What the task requires: Give back only the line containing "Quick job: Parse" and every line after it through the end of the data below, transcribed exactly.

[Excerpts from a dataset]
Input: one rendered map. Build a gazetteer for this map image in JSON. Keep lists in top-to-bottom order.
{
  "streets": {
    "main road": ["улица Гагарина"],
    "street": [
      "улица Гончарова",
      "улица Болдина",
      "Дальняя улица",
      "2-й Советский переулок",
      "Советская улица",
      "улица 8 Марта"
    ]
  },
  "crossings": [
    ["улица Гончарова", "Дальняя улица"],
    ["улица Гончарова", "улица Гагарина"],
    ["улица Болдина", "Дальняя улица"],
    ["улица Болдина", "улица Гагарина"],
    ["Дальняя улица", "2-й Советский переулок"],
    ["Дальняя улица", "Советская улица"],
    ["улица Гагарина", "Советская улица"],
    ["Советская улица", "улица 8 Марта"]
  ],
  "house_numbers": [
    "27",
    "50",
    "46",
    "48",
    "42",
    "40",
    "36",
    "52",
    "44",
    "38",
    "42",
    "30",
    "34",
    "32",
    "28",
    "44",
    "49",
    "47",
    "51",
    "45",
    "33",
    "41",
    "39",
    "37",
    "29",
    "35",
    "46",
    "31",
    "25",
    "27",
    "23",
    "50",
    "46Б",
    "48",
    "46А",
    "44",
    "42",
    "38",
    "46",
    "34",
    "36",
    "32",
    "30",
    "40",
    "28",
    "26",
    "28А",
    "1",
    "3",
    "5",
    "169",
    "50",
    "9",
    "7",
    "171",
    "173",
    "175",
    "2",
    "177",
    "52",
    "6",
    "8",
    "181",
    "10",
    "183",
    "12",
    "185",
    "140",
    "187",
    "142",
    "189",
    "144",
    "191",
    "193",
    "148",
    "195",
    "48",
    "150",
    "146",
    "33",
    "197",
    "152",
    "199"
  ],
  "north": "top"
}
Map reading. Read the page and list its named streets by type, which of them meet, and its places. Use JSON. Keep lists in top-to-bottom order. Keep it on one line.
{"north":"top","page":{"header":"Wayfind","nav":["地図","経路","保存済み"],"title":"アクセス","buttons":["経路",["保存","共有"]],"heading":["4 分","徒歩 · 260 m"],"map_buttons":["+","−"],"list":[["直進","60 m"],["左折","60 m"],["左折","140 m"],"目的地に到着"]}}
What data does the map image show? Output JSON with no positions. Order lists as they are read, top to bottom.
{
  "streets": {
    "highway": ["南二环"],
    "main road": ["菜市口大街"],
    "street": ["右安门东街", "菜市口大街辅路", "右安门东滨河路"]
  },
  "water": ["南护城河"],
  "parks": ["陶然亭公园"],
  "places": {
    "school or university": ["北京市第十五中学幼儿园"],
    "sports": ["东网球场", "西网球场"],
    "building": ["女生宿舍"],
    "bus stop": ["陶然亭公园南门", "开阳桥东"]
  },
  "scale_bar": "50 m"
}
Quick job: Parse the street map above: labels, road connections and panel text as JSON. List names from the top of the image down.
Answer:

Solution:
Quick job: Parse the street map above: labels, road connections and panel text as JSON. List names from the top of the image down.
Answer:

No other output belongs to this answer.